And with this, we managed to squeeze 2 wei from a presumably worthless collateral.

This attack still suffers from several problems

  1. cost of WETH in BUSD is way higher than current market
  2. need to predict target price accurately to profit
  3. requires large amount of WETH to profit

While it is still pretty hard to pull off attack, the requirements seems pretty more likely to be achievable compared to the first version of exploit. Apart from this, there is also the nice property that this attack allows profit to scale with money invested.

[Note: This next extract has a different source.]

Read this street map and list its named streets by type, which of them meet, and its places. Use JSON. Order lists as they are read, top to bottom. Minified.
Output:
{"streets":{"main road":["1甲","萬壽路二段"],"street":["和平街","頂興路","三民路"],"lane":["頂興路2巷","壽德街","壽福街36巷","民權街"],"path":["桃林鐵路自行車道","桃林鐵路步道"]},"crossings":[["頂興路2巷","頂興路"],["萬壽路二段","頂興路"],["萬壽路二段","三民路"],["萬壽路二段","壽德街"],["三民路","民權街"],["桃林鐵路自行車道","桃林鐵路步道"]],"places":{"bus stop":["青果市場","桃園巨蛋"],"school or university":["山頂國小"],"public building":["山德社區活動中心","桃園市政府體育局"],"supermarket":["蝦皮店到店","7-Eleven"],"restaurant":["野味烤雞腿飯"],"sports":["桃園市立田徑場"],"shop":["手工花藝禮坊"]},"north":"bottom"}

This concludes our demonstration of two attacks against the potential flaws in number handling.

Tools Used

vim, ganache-cli

Recommended Mitigation Steps

For div and mul, adding in a similar opt-out round up argument would work. This would require some refactoring of code, but is the only way to fundamentally solve the problem.

For intToUint, I still can't understand what the original motive is to design it as abs in disguise. Since nowhere in this project would we benefit from the current abs behaviour, in my opinion, it would be best to adopt a similar strategy to the uintToInt function. If the value goes out of directly convertable range ( < 0), revert and throw an error message.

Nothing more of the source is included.